MATERIALS PROVIDED:
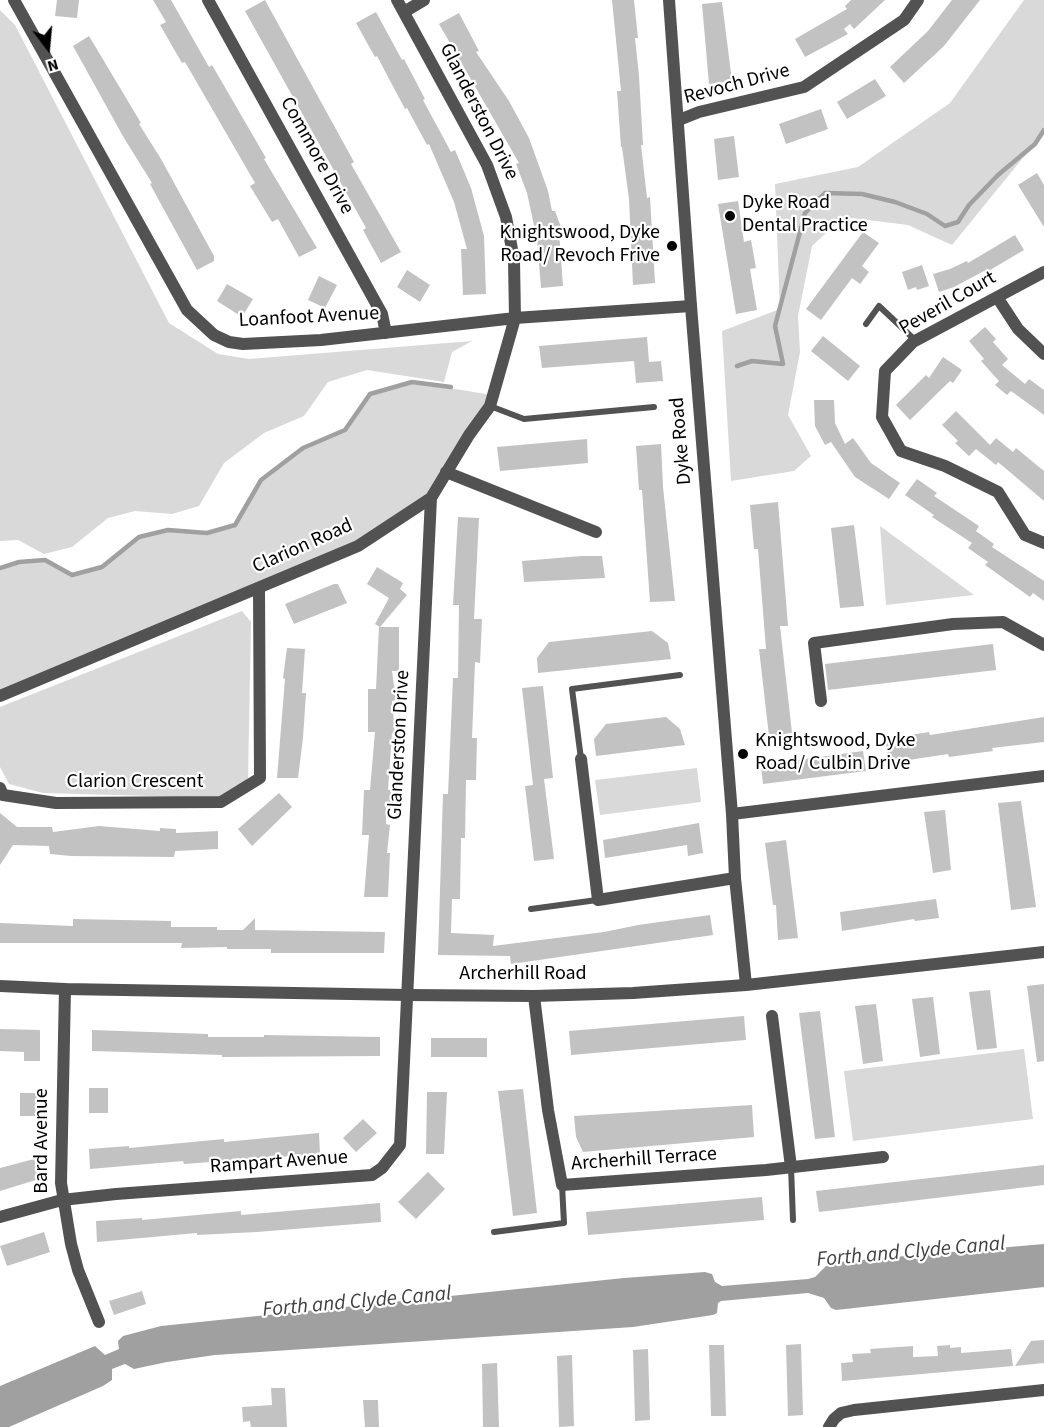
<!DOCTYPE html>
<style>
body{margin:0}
#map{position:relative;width:1044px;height:1427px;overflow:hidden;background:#fff;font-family:"Source Sans 3",sans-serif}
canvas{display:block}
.north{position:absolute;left:18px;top:18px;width:60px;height:60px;-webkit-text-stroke:4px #fff;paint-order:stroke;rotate:164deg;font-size:16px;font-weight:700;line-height:24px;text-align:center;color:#000}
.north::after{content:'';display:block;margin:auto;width:21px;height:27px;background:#000;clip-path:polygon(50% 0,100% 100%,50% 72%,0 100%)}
</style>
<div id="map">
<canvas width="1044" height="1427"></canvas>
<div class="north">N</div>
</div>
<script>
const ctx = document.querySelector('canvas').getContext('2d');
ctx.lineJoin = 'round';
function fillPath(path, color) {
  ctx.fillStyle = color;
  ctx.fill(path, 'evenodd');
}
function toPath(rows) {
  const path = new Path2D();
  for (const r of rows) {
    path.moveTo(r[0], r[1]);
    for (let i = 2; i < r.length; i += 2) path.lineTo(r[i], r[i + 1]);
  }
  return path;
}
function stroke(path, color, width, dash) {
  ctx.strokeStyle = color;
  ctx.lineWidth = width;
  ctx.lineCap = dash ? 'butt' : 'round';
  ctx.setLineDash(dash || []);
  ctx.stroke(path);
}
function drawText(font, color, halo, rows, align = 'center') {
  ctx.font = font + ' "Source Sans 3",sans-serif';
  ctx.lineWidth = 4.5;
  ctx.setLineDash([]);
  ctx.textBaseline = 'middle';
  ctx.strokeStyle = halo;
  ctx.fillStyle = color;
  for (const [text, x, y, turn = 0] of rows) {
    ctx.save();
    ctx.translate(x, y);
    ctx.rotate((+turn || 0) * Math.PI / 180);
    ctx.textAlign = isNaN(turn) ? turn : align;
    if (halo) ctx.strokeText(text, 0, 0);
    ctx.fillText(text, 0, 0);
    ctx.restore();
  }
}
const green = toPath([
 [1024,0,1044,0,1044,132,952,245,908,225,843,217,812,246,798,316,800,352,788,415,811,456,794,471,731,481,722,331,780,309,775,184,858,167,950,103],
 [0,10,15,25,169,323,218,354,249,359,472,341,452,352,444,382,367,370,328,382,304,416,264,433,224,463,199,506,172,514,135,511,108,518,72,547,44,554,18,540,0,541],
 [412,382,492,395,431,498,358,546,0,696,0,568,19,562,45,560,72,575,102,567,139,537,168,530,207,533,235,525,261,480,303,448,345,430,370,394],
 [880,526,974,595,886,605],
 [242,611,251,622,248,780,223,798,43,793,9,784,0,767,0,707],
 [697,768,701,802,600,815,595,780],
 [1024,1049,1033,1119,853,1141,844,1071]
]);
const water = toPath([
 [1044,1244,1044,1287,836,1310,831,1308,824,1298,808,1293,721,1301,718,1303,717,1313,713,1315,633,1327,215,1355,167,1362,134,1369,125,1364,112,1369,112,1380,103,1386,9,1427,0,1427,0,1386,95,1346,105,1355,119,1349,118,1341,123,1336,161,1326,624,1278,705,1272,712,1274,715,1282,722,1286,808,1279,815,1277,826,1266,837,1262]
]);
const stream = toPath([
 [737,366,752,361,783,364,775,326,805,213,825,193,862,194,895,202,927,214,945,226,958,222,969,205,998,175,1035,144,1044,130],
 [0,568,19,562,45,560,72,575,102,567,139,537,168,530,207,533,235,525,261,480,303,448,345,430,370,394,412,382,451,387]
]);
const building = toPath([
 [57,0,79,0,77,18,55,16],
 [153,0,171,0,209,67,212,65,266,158,264,159,317,248,299,257,278,219,272,222,250,186,255,183,185,62,182,63,160,25,166,22],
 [265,0,354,162,351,164,401,252,381,263,363,230,366,228,245,11],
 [612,0,634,0,638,38,635,38,639,76,643,145,641,145,647,198,650,197,655,283,633,285,629,199,622,147,621,147,617,91,621,91],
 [851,0,885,0,854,29,850,24,844,29,848,34,805,57,795,39,847,9,845,6],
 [952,0,980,0,944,46,904,83,890,67,928,31],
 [722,2,732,81,709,84,702,4],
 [376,12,402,60,404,59,425,99,423,100,451,152,455,150,471,188,484,236,486,294,463,295,461,249,467,249,454,202,429,144,427,145,407,108,405,109,377,56,375,57,356,23],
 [459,13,479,51,476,52,509,101,529,138,548,191,552,211,555,211,562,230,559,231,563,286,541,288,537,239,527,193,516,164,519,163,439,24],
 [89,36,141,123,139,124,161,159,214,256,214,261,197,270,150,184,152,183,124,138,73,46],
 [875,79,886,96,847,119,837,102],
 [821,109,828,129,786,144,779,124],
 [734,136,739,177,718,180,714,139],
 [1037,173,1044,185,1044,227,1018,185],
 [738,201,744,242,751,240,756,268,750,269,757,310,736,314,718,204],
 [863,232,879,243,862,266,869,272,860,284,852,278,821,320,806,309],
 [1015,235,1024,250,985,273,984,271,954,287,939,292,933,274,950,269,967,261,968,263],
 [922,265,929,286,917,290,916,287,908,290,902,272],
 [407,270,430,285,420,302,397,287],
 [319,276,337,285,325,308,308,300],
 [227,284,253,299,242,317,217,301],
 [985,327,996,339,993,342,1008,359,1002,365,1025,384,1029,379,1044,390,1044,415,1011,391,1007,395,995,385,999,381,981,361,984,359,969,341],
 [823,336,860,366,848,381,811,351],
 [647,337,649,362,661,361,663,381,636,383,634,361,542,368,539,346],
 [943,357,962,370,953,383,950,381,910,420,896,405,926,375,929,378],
 [814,400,834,400,835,423,845,444,853,438,871,463,900,483,889,499,855,477,831,442,825,445,815,426],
 [956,411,990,445,996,438,1013,452,1016,448,1044,471,1044,501,998,462,996,465,976,449,969,456,955,443,958,441,942,425],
 [587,439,588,463,500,471,497,447],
 [661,444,663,487,675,601,650,602,642,490,639,490,636,446],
 [917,479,937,493,934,496,979,526,976,531,994,544,992,547,1044,581,1044,601,1033,593,1030,597,985,565,988,562,968,548,972,543,932,517,934,515,905,495],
 [778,502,788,626,780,626,792,733,769,736,759,649,766,649,758,549,754,549,750,505],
 [458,517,479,518,474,619,482,619,480,663,475,662,472,738,477,738,476,780,466,780,465,838,461,838,460,899,452,899,451,933,494,935,493,946,604,932,638,925,710,915,713,935,511,964,510,956,438,955,443,794,448,794,453,678,458,678,459,605,453,605],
 [854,525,864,606,840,608,831,528],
 [581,556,602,556,605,578,524,582,522,561],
 [377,567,403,583,400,589,407,595,380,627,375,624,389,598,367,584],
 [334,584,338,584,347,603,294,624,285,604],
 [379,627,399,627,399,671,392,671,396,700,392,701,395,734,392,733,388,790,391,790,391,802,386,804,386,824,390,825,387,853,390,853,388,897,364,897,369,835,362,835,364,790,370,790,375,732,368,732,368,689,376,689],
 [652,631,668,643,671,659,538,673,537,658,549,642],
 [993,644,996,670,828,690,825,664],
 [287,648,305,649,302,693,306,693,303,738,298,778,277,778,285,679,283,678],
 [543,686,553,778,544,779,554,859,534,861,525,786,533,785,522,688],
 [666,717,680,729,685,745,596,756,594,739,606,724],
 [1044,717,1044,742,992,748,993,751,949,757,948,754,889,763,885,739,929,732,930,735],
 [863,751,866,771,763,784,761,765],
 [279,793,292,807,252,846,238,829],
 [1021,801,1036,907,1011,910,998,803],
 [945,810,951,870,933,873,924,812],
 [0,813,17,827,52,827,53,832,99,826,160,831,160,828,176,829,176,833,218,831,218,849,175,851,174,857,71,856,50,854,49,846,13,845,0,865],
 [699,823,703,853,688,856,687,845,605,858,603,840],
 [786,840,798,938,778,940,776,905,773,905,765,843],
 [936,899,939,918,915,921,914,919,842,931,840,912],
 [255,918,255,930,385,932,384,953,271,953,271,949,227,949,227,947,181,948,182,943,0,943,0,923,73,926,73,919,171,921,171,927,217,927,217,930,243,930],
 [1044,984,1044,1061,1037,1062,1027,986],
 [990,990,997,1048,977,1050,969,992],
 [933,997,940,1054,920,1057,912,999],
 [876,1004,883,1061,863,1064,855,1006],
 [820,1011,835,1137,815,1139,799,1013],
 [744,1016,746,1040,571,1055,569,1031],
 [0,1029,40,1030,40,1061,24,1061,24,1052,0,1051],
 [92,1030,208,1034,208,1037,264,1037,264,1035,380,1037,380,1056,222,1057,222,1055,92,1051],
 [431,1038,487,1038,487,1057,431,1057],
 [89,1088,108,1088,108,1113,89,1113],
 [523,1089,537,1213,513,1216,498,1091],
 [427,1092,447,1092,444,1154,426,1154],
 [20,1093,38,1093,38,1116,20,1116],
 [752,1105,754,1137,583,1152,576,1137,574,1116],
 [363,1119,377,1133,356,1152,343,1138],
 [319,1133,320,1154,184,1164,183,1161,90,1169,89,1149,129,1146,129,1148,224,1139,224,1142],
 [34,1159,39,1179,0,1191,0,1168],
 [1044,1165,1044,1185,819,1212,816,1191],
 [428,1172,445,1189,416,1219,398,1202],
 [762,1197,764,1220,588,1235,586,1212],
 [380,1203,381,1222,257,1232,197,1235,197,1233,97,1242,96,1221,142,1218,142,1220,241,1211,241,1215],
 [44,1232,50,1252,7,1266,0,1246],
 [142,1291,146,1304,114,1315,109,1301],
 [1044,1340,1044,1363,1015,1366,1031,1341],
 [801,1344,803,1415,788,1416,786,1345],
 [709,1345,724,1345,726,1416,711,1416],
 [950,1345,950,1348,961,1347,961,1353,1011,1349,1013,1366,842,1381,841,1363,853,1362,852,1354,871,1353,870,1349,913,1346,913,1357,938,1356,937,1346],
 [648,1349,650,1420,635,1421,633,1350],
 [572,1355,574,1426,559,1427,557,1356],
 [497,1363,499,1427,483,1427,482,1364],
 [271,1388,285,1388,287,1427,251,1427,250,1421,243,1422,242,1407,272,1405],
 [363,1400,378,1400,379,1427,365,1427]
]);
const service = toPath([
 [866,324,879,306,915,340],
 [490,406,524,419,654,407],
 [581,759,572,689,680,675],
 [531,909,597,900],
 [791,1167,793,1220],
 [494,1232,564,1223,562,1185]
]);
const minor = toPath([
 [14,0,187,310,214,335,229,342,243,344,321,340,515,318,691,306],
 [208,0,382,314,386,333],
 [404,12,424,0],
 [679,120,699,112,804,87,904,20,918,0],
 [1044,272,913,342,885,371,882,417,901,451,945,466,998,492,1025,535,1044,543],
 [997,297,1018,329,1044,354],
 [446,472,596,532],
 [0,696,358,546,431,498,469,435,490,406,515,318,514,260,506,217,487,165,397,0],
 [821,701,814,643,953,624,1003,622,1044,645],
 [581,759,598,900,735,878],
 [0,788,3,795,56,803,221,802,260,778,259,589],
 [732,814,1044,776],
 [65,989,61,1183,71,1244,78,1270,99,1322],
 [534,996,548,1110,562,1185,766,1170,883,1157],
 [772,1016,791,1167],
 [0,1217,62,1200,116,1194,372,1175,382,1168,400,1145,431,498],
 [829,1427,834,1419,841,1413,854,1410,1044,1390]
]);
const tertiary = toPath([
 [669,0,691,306,732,814,735,878,746,985],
 [0,986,65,989,408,995,534,996,633,993,746,985,1044,952]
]);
const markers = [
 [730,216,6,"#000"],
 [672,246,6,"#000"],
 [743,754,6,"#000"]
];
const streetNames = [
 ["Revoch Drive",737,85,-15],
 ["Glanderston Drive",478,112,63],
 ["Commore Drive",316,156,61],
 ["Peveril Court",948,304,-30],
 ["Loanfoot Avenue",309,318,-3],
 ["Dyke Road",682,441,-95],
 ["Clarion Road",303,547,-24],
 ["Glanderston Drive",400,745,-87],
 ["Clarion Crescent",135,783],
 ["Archerhill Road",523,975],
 ["Bard Avenue",43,1141,-90],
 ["Archerhill Terrace",644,1160,-4],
 ["Rampart Avenue",279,1163,-4]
];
const poiNames = [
 ["Dyke Road",742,204],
 ["Dental Practice",742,227],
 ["Knightswood, Dyke",660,234,"right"],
 ["Road/ Revoch Frive",660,257,"right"],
 ["Knightswood, Dyke",755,742],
 ["Road/ Culbin Drive",755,765]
];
const waterNames = [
 ["Forth and Clyde Canal",911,1253,-5],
 ["Forth and Clyde Canal",357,1303,-5]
];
fillPath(green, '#d9d9d9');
fillPath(water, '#a0a0a0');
stroke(stream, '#a0a0a0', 4.5);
fillPath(building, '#c2c2c2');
stroke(service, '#525252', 6);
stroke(minor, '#525252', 12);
stroke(tertiary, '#525252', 12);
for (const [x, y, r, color] of markers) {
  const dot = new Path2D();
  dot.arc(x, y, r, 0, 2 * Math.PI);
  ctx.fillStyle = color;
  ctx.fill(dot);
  stroke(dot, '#fff', 2);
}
drawText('20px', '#000', '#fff', streetNames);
drawText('20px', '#000', '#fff', poiNames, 'left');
drawText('italic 21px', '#414141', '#fff', waterNames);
</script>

REQUIRED ACTION:
Go through the data above and copy each line that holds the word "color".

RESULT OF THIS EXERCISE:
.north{position:absolute;left:18px;top:18px;width:60px;height:60px;-webkit-text-stroke:4px #fff;paint-order:stroke;rotate:164deg;font-size:16px;font-weight:700;line-height:24px;text-align:center;color:#000}
function fillPath(path, color) {
  ctx.fillStyle = color;
function stroke(path, color, width, dash) {
  ctx.strokeStyle = color;
function drawText(font, color, halo, rows, align = 'center') {
  ctx.fillStyle = color;
for (const [x, y, r, color] of markers) {
  ctx.fillStyle = color;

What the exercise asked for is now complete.